Rejected again, CPM in Kerala battling for Lok Sabha relevance

This general election was fought on the anti-incumbency factor against the Narendra Modi government and against the sitting UDF MPs.
Alathur LDF candidate K Radhakrishnan greets voters after emerging victorious in the polls on Tuesday
Alathur LDF candidate K Radhakrishnan greets voters after emerging victorious in the polls on TuesdayPhoto | Express

THIRUVANANTHAPURAM: For successive Lok Sabha elections, the voters of Kerala have rejected the politics put forward by the CPM. Unlike in 2019, when the Rahul Gandhi factor and the Sabarimala protests played major roles, there was no such game-changing issues this time.

This general election was fought on the anti-incumbency factor against the Narendra Modi government and against the sitting UDF MPs. Then there was the anti-incumbency factor against the Pinarayi Vijayan government over a series of issues, ranging from the controversy surrounding chief minister’s daughter Veena T to the failure to release welfare pensions and provide service benefits to government servants.

The CPM charted its game plan based on the issue of the protection of minorities, especially Muslims, and the protection of the Constitution. From Pinarayi to state leaders, the CPM raised the Citizenship Amendment Act and the Palestine issue and tried to put Congress on the defensive for its alleged lack of a strong stand.

The issue of federalism, which the LDF government took to the Supreme Court, and the protest organised in New Delhi against the Centre’s neglect became secondary issues. “The results show that the party miscalculated the mindset of a majority of voters in the state,” a senior CPM leader told TNIE. “CPM’s campaign was focused around the Palestine issue and the anti-CAA sentiment. We ignored other political issues such as the state being neglected by the Centre and developmental politics.”

In the end, the Muslim minority stuck to their traditional front, he said. “The pro-Muslim rhetoric has resulted in the erosion of CPM’s traditional Hindu votes to the BJP. If you look at the election campaign, Congress was silent on these matters. They too benefited in the end,” he said. Suresh Gopi’s landslide victory has sent shockwaves across the Left circles. According to their calculation, in a constituency where the Christian and Muslim minorities have a sizeable number, the victory of the saffron party was impossible.

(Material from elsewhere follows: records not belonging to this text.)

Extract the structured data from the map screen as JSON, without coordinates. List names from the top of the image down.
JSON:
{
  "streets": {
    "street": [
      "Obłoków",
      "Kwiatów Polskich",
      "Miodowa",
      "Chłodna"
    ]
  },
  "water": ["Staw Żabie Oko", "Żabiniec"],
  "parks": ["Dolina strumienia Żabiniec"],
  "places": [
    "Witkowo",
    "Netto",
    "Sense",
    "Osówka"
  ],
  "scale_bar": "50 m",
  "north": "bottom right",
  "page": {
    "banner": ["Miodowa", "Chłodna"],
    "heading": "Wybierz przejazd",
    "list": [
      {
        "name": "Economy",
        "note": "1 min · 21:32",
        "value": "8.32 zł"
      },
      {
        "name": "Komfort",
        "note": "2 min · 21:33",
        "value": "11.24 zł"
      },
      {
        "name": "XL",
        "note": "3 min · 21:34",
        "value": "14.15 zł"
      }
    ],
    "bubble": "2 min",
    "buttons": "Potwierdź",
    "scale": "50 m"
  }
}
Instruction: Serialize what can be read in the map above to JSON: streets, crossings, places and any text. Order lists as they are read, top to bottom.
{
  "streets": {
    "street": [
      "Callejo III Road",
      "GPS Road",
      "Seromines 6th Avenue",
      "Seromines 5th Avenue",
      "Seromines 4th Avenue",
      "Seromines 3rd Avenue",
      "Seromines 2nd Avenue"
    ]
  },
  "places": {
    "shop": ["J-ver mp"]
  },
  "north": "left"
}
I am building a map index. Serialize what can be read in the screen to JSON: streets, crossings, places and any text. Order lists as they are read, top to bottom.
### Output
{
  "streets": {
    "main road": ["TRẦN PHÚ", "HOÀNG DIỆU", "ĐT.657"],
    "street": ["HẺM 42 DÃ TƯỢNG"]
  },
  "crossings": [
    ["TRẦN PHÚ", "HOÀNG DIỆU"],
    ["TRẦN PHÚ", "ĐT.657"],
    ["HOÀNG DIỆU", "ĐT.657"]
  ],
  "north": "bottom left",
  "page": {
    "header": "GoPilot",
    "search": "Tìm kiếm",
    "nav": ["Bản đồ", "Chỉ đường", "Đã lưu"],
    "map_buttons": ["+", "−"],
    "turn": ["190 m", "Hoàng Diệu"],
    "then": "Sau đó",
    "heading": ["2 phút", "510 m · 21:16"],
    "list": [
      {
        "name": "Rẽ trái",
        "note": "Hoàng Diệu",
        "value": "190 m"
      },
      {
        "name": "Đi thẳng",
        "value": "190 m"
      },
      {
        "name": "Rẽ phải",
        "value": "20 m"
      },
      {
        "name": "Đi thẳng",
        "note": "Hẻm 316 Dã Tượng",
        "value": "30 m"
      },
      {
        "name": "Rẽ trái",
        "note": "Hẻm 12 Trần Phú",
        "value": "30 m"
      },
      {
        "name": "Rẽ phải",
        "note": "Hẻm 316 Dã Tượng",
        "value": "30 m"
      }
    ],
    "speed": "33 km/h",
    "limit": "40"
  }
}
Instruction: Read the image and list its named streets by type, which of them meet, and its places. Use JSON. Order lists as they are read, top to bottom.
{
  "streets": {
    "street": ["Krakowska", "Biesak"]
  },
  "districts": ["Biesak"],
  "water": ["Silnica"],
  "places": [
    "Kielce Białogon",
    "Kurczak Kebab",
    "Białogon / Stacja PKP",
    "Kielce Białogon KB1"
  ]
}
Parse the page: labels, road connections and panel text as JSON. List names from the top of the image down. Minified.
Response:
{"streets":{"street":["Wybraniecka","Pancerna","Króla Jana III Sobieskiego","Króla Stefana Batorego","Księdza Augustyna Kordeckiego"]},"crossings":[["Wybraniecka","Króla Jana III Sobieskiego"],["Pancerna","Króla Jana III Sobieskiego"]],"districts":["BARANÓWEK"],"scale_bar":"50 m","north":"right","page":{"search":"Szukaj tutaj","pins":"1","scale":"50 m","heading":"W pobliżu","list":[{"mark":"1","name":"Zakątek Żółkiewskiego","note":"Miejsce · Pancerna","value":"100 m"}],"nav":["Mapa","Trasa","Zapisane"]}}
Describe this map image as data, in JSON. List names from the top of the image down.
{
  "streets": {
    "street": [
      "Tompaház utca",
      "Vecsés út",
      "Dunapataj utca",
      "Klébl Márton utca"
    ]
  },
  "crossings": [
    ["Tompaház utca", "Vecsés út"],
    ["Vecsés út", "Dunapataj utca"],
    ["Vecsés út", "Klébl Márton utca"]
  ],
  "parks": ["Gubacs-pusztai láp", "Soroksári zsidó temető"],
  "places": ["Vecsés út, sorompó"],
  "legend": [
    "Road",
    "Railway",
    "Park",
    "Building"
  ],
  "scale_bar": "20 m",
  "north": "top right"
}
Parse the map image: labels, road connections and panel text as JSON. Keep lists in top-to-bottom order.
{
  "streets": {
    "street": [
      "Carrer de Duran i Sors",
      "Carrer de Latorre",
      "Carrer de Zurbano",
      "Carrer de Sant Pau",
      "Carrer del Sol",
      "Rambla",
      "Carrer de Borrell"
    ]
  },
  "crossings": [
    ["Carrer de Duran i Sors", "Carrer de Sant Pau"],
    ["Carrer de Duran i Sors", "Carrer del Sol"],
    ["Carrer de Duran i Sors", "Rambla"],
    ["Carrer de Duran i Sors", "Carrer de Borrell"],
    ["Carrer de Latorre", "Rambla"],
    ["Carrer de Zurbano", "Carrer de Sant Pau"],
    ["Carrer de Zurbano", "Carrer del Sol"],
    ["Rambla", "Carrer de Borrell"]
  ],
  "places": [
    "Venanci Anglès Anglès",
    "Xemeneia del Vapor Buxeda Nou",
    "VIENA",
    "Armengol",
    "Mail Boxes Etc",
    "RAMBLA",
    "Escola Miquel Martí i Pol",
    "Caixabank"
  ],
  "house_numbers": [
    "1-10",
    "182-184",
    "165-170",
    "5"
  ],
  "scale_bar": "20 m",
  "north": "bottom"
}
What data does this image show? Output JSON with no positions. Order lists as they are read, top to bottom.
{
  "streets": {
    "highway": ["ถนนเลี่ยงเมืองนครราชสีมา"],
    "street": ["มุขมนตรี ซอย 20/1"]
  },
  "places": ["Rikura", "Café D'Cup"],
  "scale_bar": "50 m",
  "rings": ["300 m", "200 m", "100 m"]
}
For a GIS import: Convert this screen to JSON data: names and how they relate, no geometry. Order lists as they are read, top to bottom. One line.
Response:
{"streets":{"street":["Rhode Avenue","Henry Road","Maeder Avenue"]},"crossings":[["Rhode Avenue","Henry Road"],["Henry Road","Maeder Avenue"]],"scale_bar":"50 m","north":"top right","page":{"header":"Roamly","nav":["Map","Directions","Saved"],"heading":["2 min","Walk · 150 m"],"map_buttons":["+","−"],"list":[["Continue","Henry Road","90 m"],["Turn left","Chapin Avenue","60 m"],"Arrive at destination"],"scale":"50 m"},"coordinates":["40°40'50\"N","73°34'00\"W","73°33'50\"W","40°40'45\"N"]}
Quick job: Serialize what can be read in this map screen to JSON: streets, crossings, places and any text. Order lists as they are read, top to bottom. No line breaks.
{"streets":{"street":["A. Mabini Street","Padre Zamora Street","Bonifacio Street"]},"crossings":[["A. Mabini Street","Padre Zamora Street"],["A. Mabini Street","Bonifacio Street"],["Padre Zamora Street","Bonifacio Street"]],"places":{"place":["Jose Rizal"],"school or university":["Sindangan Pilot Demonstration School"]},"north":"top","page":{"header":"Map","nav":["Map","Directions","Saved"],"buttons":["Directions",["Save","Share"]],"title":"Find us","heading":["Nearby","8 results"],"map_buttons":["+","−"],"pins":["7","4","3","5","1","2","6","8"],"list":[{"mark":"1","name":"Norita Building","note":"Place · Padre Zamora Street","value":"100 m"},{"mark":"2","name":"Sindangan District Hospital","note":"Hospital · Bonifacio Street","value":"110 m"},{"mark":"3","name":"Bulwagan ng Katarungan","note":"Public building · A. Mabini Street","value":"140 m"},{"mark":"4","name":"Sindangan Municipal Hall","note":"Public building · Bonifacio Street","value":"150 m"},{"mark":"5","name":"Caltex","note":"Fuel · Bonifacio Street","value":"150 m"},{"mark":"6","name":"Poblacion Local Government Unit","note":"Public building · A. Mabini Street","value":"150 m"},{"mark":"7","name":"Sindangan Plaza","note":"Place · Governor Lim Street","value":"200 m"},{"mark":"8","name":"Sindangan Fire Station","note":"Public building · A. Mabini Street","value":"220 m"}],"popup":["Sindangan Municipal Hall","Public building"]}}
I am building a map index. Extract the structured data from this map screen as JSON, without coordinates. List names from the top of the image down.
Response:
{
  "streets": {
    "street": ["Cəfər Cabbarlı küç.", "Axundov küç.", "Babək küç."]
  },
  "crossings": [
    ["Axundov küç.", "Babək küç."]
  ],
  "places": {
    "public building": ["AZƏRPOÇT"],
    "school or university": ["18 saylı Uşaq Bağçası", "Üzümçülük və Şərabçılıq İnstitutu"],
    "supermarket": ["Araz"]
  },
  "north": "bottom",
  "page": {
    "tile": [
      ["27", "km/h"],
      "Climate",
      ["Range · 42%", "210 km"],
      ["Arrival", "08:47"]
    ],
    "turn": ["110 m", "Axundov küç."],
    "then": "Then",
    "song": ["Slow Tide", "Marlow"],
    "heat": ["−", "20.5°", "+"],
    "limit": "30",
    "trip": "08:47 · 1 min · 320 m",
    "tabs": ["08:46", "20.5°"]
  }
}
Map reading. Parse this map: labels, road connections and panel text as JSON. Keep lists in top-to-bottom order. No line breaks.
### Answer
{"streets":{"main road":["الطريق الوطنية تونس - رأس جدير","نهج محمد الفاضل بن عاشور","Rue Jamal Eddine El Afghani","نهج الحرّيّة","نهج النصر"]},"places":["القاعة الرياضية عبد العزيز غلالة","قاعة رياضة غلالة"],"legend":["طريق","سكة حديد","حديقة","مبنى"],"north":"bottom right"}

“With this result, bipolar politics has come to an end in Kerala,” political analyst Ajith Sreenivasan said.

He said in many constituencies BJP candidates have got over a lakh votes and the difference between them and CPM candidates is very thin. “The BJP, after a decades-long attempt, successfully brought together the Hindu community beyond the caste separation for the first time. Earlier, the BJP received a majority of the Nair community votes. However, the pattern in this election shows the BJP has gone beyond that. Without support from the Ezhava community, they could not have made this progress. This may not be a trend in the coming assembly elections,” Ajith said.

On Friday, the CPM state secretariat is slated to look into the reasons for the debacle. The results show that the Muslim minority and the liberal-secular voters view the Congress, rather than the CPM, as the alternative to the BJP.

The huge victory margins registered by Congress candidates in constituencies where minorities have sizeable numbers, barring certain seats, and the increase in the vote share of BJP candidates in seats like Kannur, Vadakara, Alappuzha, Pathanamthitta and Attingal would be question marks before the leadership.

25.82% votes were garnered by the CPM in the state

1 win in 15 seats

Of the total 15 seats — Kasaragod, Kannur, Vadakara, Kozhikode, Malappuram, Ponnani, Palakkad, Alathur, Chalakkudy, Ernakulam, Idukki, Alappuzha, Pathanamthitta, Kollam and Attingal — the CPM contested in, it managed to win just the Alathur seat.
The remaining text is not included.